Collection entries:
● ● ●

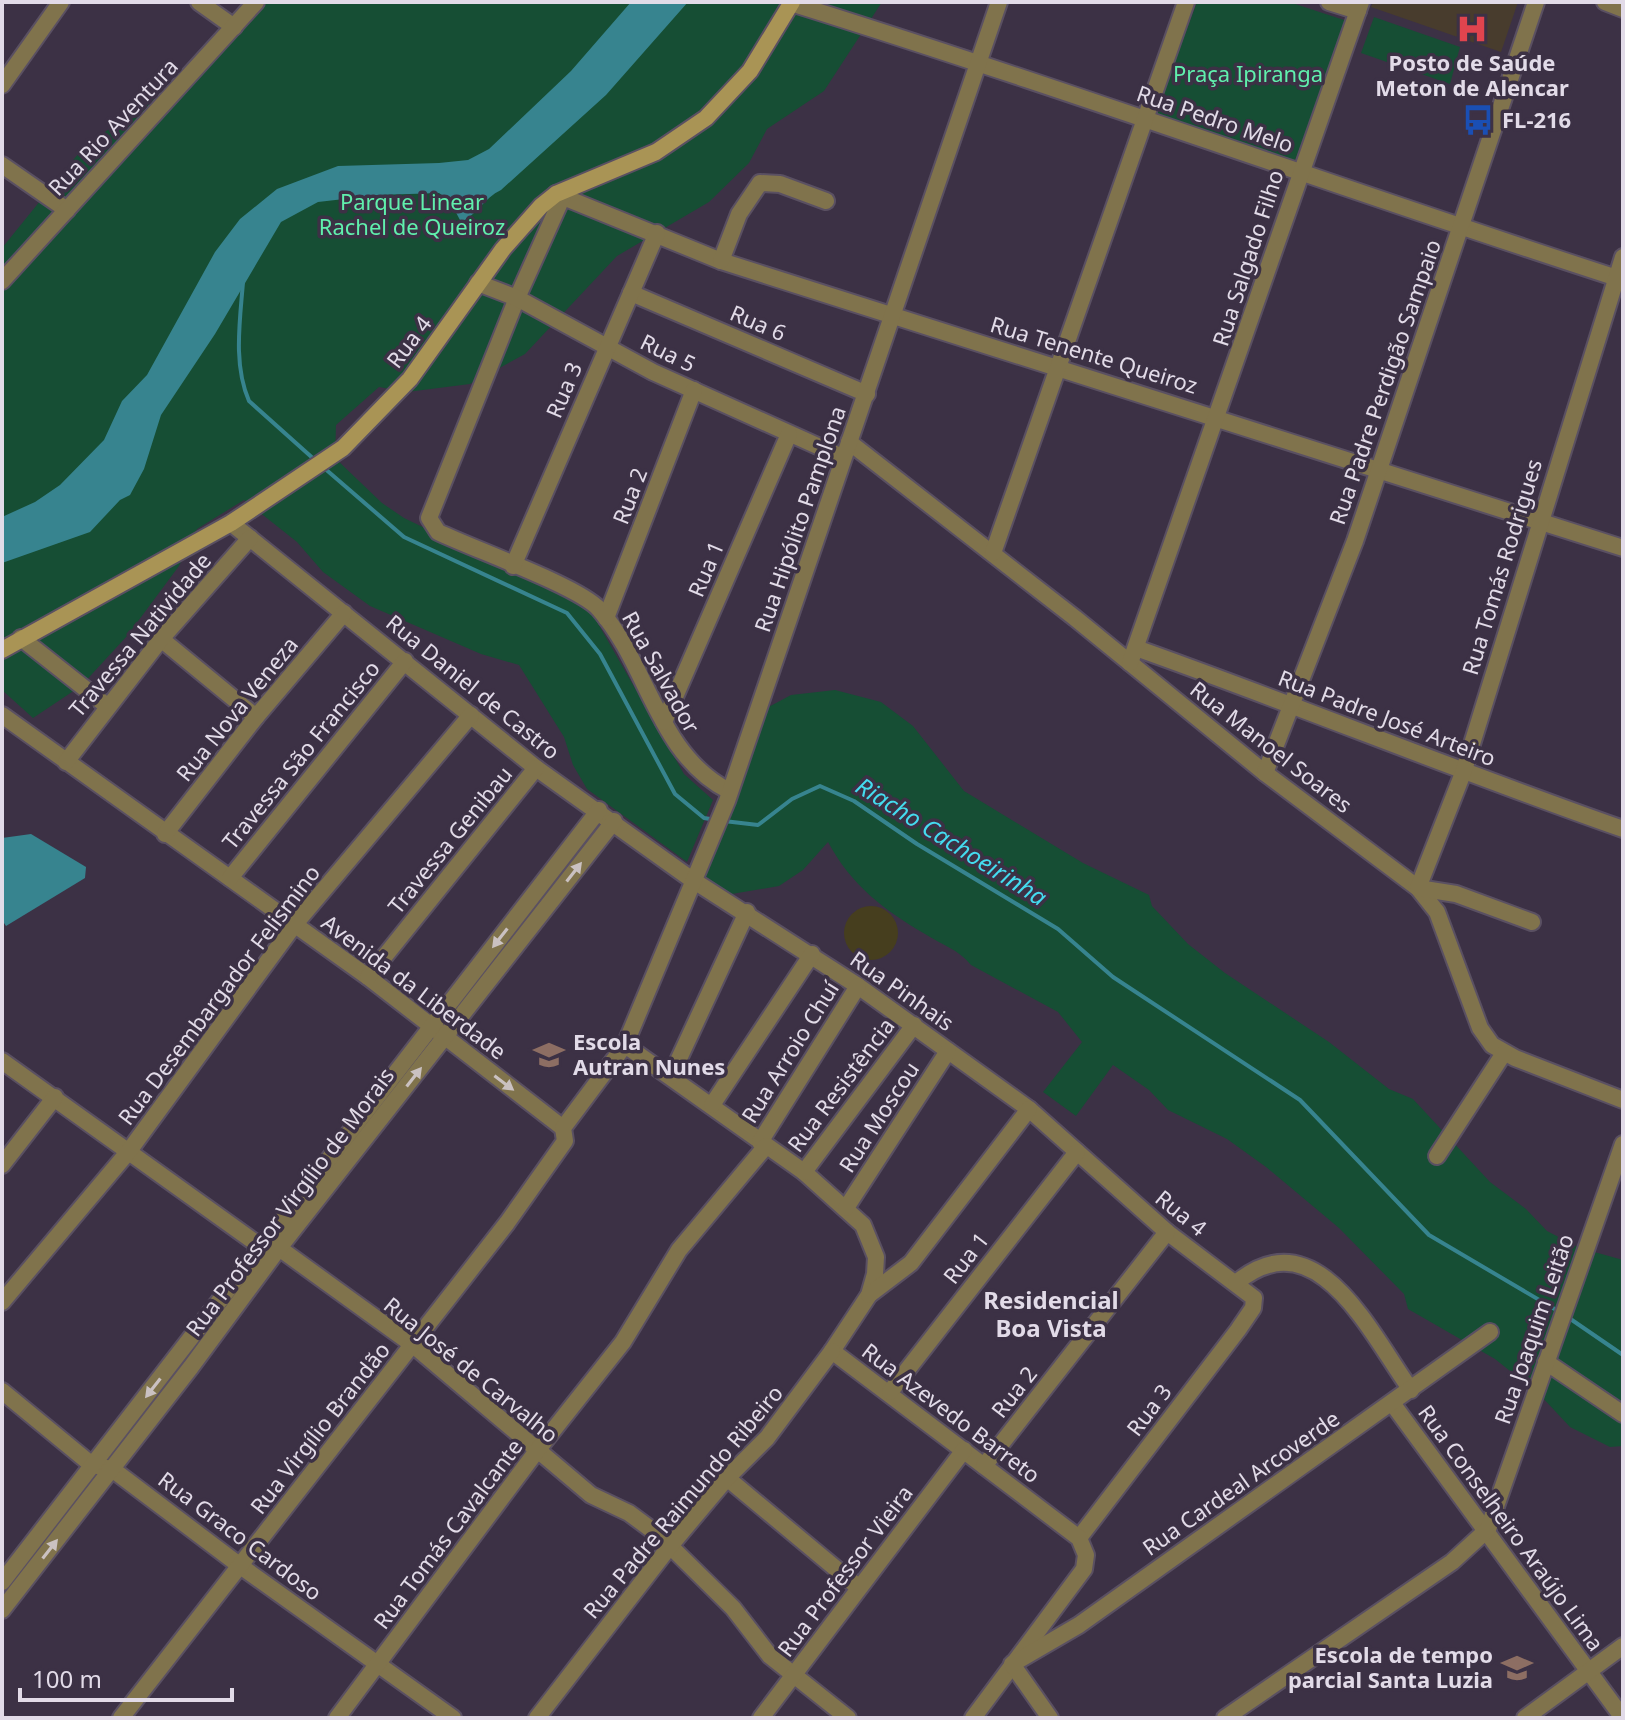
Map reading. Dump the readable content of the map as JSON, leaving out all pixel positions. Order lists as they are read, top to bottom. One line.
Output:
{"streets":{"main road":["Rua 4"],"street":["Rua Pedro Melo","Rua Rio Aventura","Rua Salgado Filho","Rua 6","Rua 5","Rua Tenente Queiroz","Rua Padre Perdigão Sampaio","Rua 3","Rua 2","Rua Hipólito Pamplona","Rua Tomás Rodrigues","Rua 1","Travessa Natividade","Rua Salvador","Rua Daniel de Castro","Rua Nova Veneza","Rua Padre José Arteiro","Rua Manoel Soares","Travessa São Francisco","Travessa Genibau","Avenida da Liberdade","Rua Pinhais","Rua Desembargador Felismino","Rua Arroio Chuí","Rua Resistência","Rua Moscou","Rua Professor Virgílio de Morais","Rua Joaquim Leitão","Rua José de Carvalho","Rua Azevedo Barreto","Rua Virgílio Brandão","Rua Cardeal Arcoverde","Rua Padre Raimundo Ribeiro","Rua Conselheiro Araújo Lima","Rua Tomás Cavalcante","Rua Graco Cardoso","Rua Professor Vieira"]},"crossings":[["Rua Pedro Melo","Rua Salgado Filho"],["Rua Pedro Melo","Rua 4"],["Rua Pedro Melo","Rua Padre Perdigão Sampaio"],["Rua Pedro Melo","Rua Hipólito Pamplona"],["Rua Pedro Melo","Rua Tomás Rodrigues"],["Rua Salgado Filho","Rua Tenente Queiroz"],["Rua Salgado Filho","Rua Padre José Arteiro"],["Rua Salgado Filho","Rua Manoel Soares"],["Rua 6","Rua 3"],["Rua 6","Rua Hipólito Pamplona"],["Rua 4","Rua 5"],["Rua 4","Rua Tenente Queiroz"],["Rua 4","Rua 3"],["Rua 4","Rua 2"],["Rua 4","Rua 1"],["Rua 4","Rua Daniel de Castro"],["Rua 4","Rua Pinhais"],["Rua 4","Rua Conselheiro Araújo Lima"],["Rua 5","Rua 3"],["Rua 5","Rua 2"],["Rua 5","Rua Hipólito Pamplona"],["Rua 5","Rua 1"],["Rua 5","Rua Salvador"],["Rua 5","Rua Manoel Soares"],["Rua Tenente Queiroz","Rua Padre Perdigão Sampaio"],["Rua Tenente Queiroz","Rua 3"],["Rua Tenente Queiroz","Rua Hipólito Pamplona"],["Rua Tenente Queiroz","Rua Tomás Rodrigues"],["Rua Padre Perdigão Sampaio","Rua Padre José Arteiro"],["Rua Padre Perdigão Sampaio","Rua Manoel Soares"],["Rua 3","Rua Salvador"],["Rua 3","Rua Azevedo Barreto"],["Rua 3","Rua Cardeal Arcoverde"],["Rua 2","Rua Salvador"],["Rua 2","Rua Azevedo Barreto"],["Rua Hipólito Pamplona","Rua Salvador"],["Rua Hipólito Pamplona","Rua Daniel de Castro"],["Rua Hipólito Pamplona","Rua Manoel Soares"],["Rua Hipólito Pamplona","Rua Pinhais"],["Rua Hipólito Pamplona","Rua Azevedo Barreto"],["Rua Hipólito Pamplona","Rua Virgílio Brandão"],["Rua Tomás Rodrigues","Rua Padre José Arteiro"],["Rua Tomás Rodrigues","Rua Manoel Soares"],["Rua 1","Rua Salvador"],["Rua 1","Rua Pinhais"],["Rua 1","Rua Azevedo Barreto"],["Travessa Natividade","Rua Daniel de Castro"],["Travessa Natividade","Avenida da Liberdade"],["Rua Daniel de Castro","Rua Nova Veneza"],["Rua Daniel de Castro","Travessa São Francisco"],["Rua Daniel de Castro","Travessa Genibau"],["Rua Daniel de Castro","Rua Pinhais"],["Rua Daniel de Castro","Rua Desembargador Felismino"],["Rua Daniel de Castro","Rua Professor Virgílio de Morais"],["Rua Nova Veneza","Avenida da Liberdade"],["Rua Padre José Arteiro","Rua Manoel Soares"],["Travessa São Francisco","Avenida da Liberdade"],["Travessa Genibau","Avenida da Liberdade"],["Avenida da Liberdade","Rua Desembargador Felismino"],["Avenida da Liberdade","Rua Professor Virgílio de Morais"],["Avenida da Liberdade","Rua Virgílio Brandão"],["Rua Pinhais","Rua Arroio Chuí"],["Rua Pinhais","Rua Resistência"],["Rua Pinhais","Rua Moscou"],["Rua Desembargador Felismino","Rua José de Carvalho"],["Rua Arroio Chuí","Rua Azevedo Barreto"],["Rua Arroio Chuí","Rua Tomás Cavalcante"],["Rua Resistência","Rua Azevedo Barreto"],["Rua Moscou","Rua Azevedo Barreto"],["Rua Professor Virgílio de Morais","Rua José de Carvalho"],["Rua Professor Virgílio de Morais","Rua Graco Cardoso"],["Rua Joaquim Leitão","Rua Conselheiro Araújo Lima"],["Rua José de Carvalho","Rua Virgílio Brandão"],["Rua José de Carvalho","Rua Padre Raimundo Ribeiro"],["Rua José de Carvalho","Rua Tomás Cavalcante"],["Rua José de Carvalho","Rua Professor Vieira"],["Rua Azevedo Barreto","Rua Virgílio Brandão"],["Rua Azevedo Barreto","Rua Cardeal Arcoverde"],["Rua Azevedo Barreto","Rua Padre Raimundo Ribeiro"],["Rua Azevedo Barreto","Rua Tomás Cavalcante"],["Rua Azevedo Barreto","Rua Professor Vieira"],["Rua Virgílio Brandão","Rua Graco Cardoso"],["Rua Cardeal Arcoverde","Rua Conselheiro Araújo Lima"],["Rua Tomás Cavalcante","Rua Graco Cardoso"]],"districts":["Residencial Boa Vista"],"water":["Riacho Cachoeirinha"],"parks":["Praça Ipiranga","Parque Linear Rachel de Queiroz"],"places":{"hospital":["Posto de Saúde Meton de Alencar"],"bus stop":["FL-216"],"school or university":["Escola Autran Nunes","Escola de tempo parcial Santa Luzia"]},"scale_bar":"100 m"}
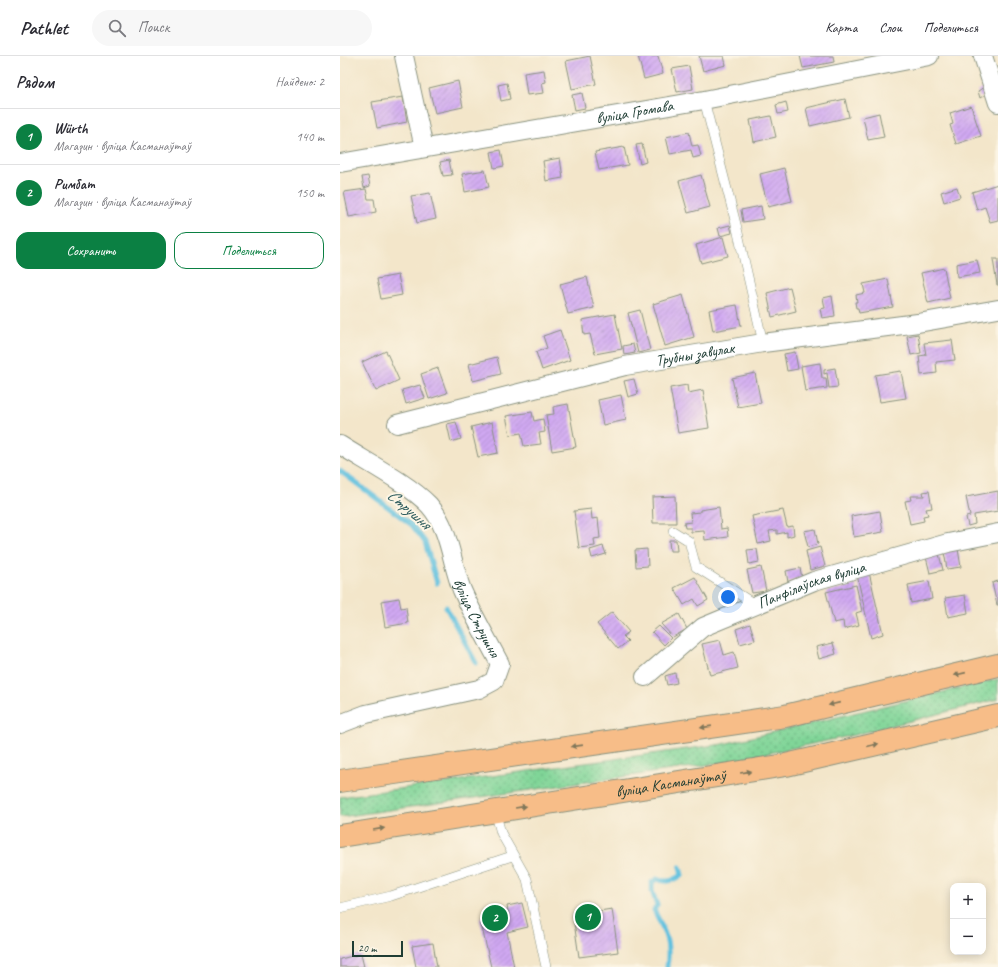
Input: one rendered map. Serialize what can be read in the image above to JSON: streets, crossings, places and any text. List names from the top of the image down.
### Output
{
  "streets": {
    "main road": ["вуліца Касманаўтаў"],
    "street": [
      "вуліца Громава",
      "Трубны завулак",
      "Панфілаўская вуліца",
      "вуліца Струшня"
    ]
  },
  "water": ["Струшня"],
  "scale_bar": "20 m",
  "page": {
    "header": "Pathlet",
    "search": "Поиск",
    "nav": ["Карта", "Слои", "Поделиться"],
    "heading": ["Рядом", "Найдено: 2"],
    "list": [
      {
        "mark": "1",
        "name": "Würth",
        "note": "Магазин · вуліца Касманаўтаў",
        "value": "140 m"
      },
      {
        "mark": "2",
        "name": "Римбат",
        "note": "Магазин · вуліца Касманаўтаў",
        "value": "150 m"
      }
    ],
    "buttons": ["Сохранить", "Поделиться"],
    "map_buttons": ["+", "−"],
    "pins": ["1", "2"],
    "scale": "20 m"
  }
}
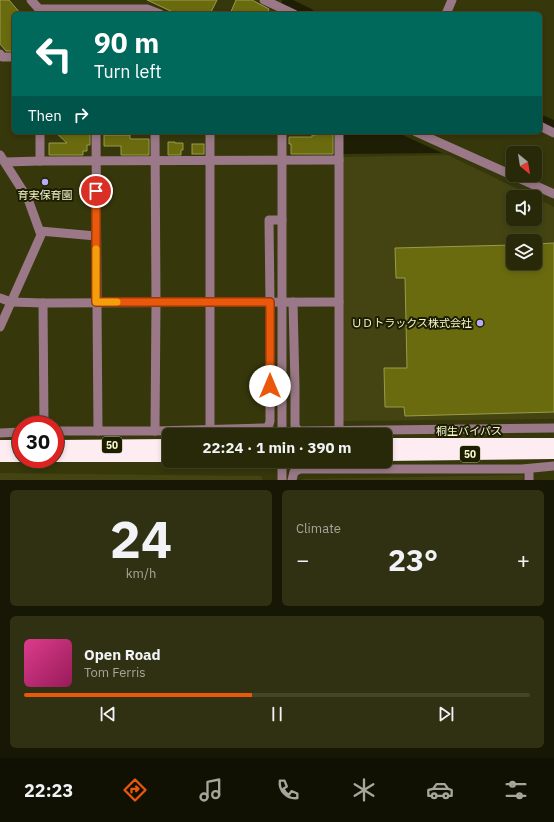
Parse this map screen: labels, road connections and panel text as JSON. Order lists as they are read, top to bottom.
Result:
{
  "streets": {
    "highway": ["桐生バイパス", "50"]
  },
  "places": ["育実保育園", "ＵＤトラックス株式会社"],
  "north": "bottom right",
  "page": {
    "turn": ["90 m", "Turn left"],
    "then": "Then",
    "limit": "30",
    "trip": "22:24 · 1 min · 390 m",
    "tile": [
      ["24", "km/h"],
      "Climate"
    ],
    "heat": ["−", "23°", "+"],
    "song": ["Open Road", "Tom Ferris"],
    "tabs": "22:23"
  }
}
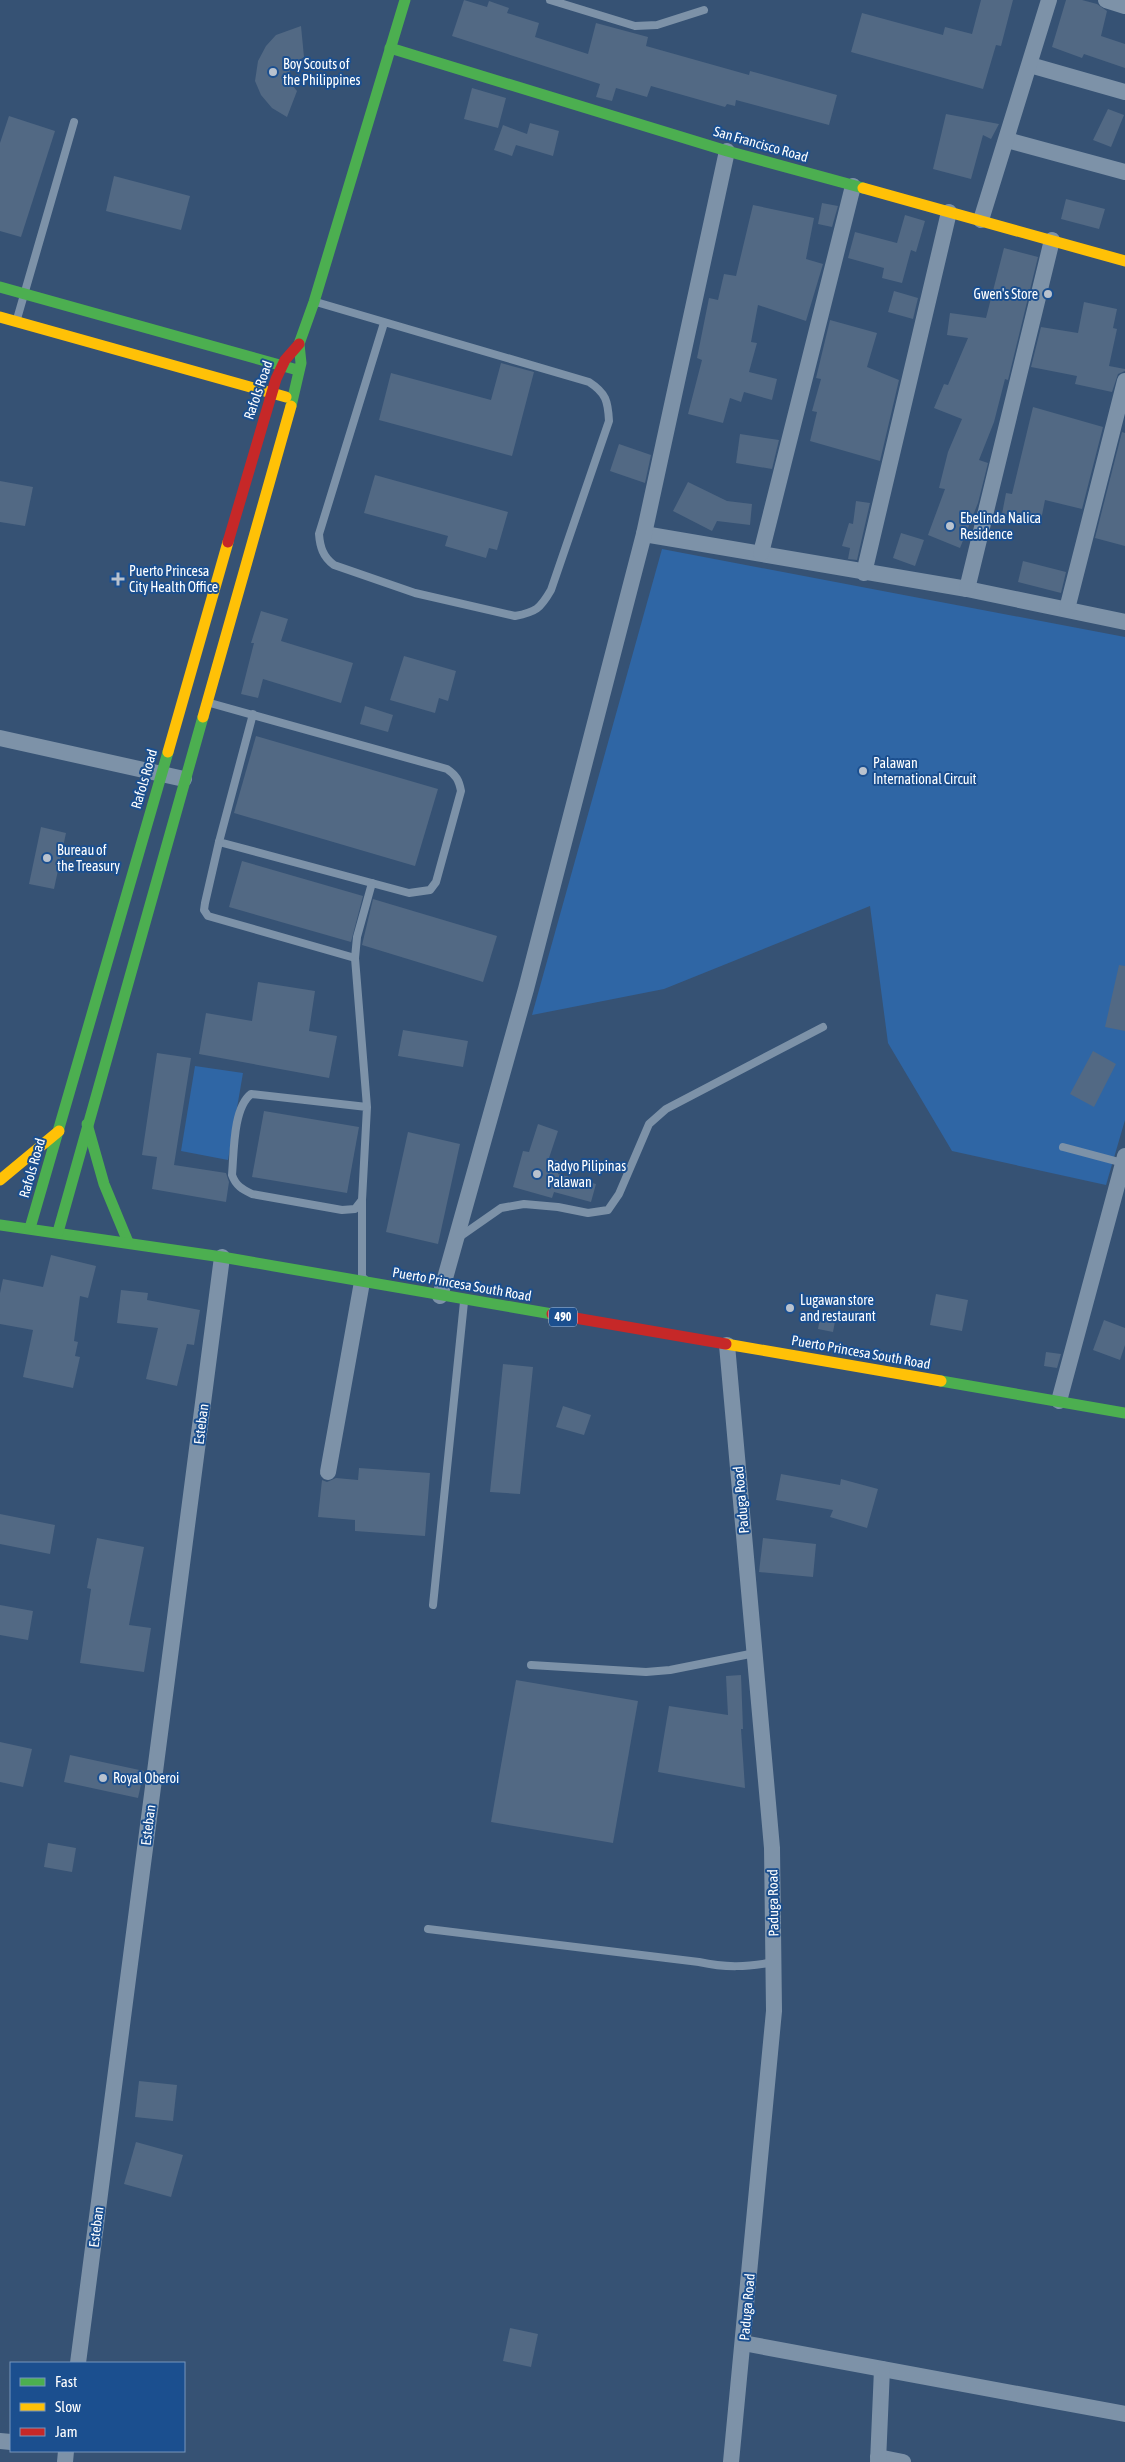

● ● ●

* BRIEF
If a line in the entries contains "lists", copy it.

* ANSWER FOR THIS EXERCISE
Map reading. Dump the readable content of the map as JSON, leaving out all pixel positions. Order lists as they are read, top to bottom. One line.
Parse this map screen: labels, road connections and panel text as JSON. Order lists as they are read, top to bottom.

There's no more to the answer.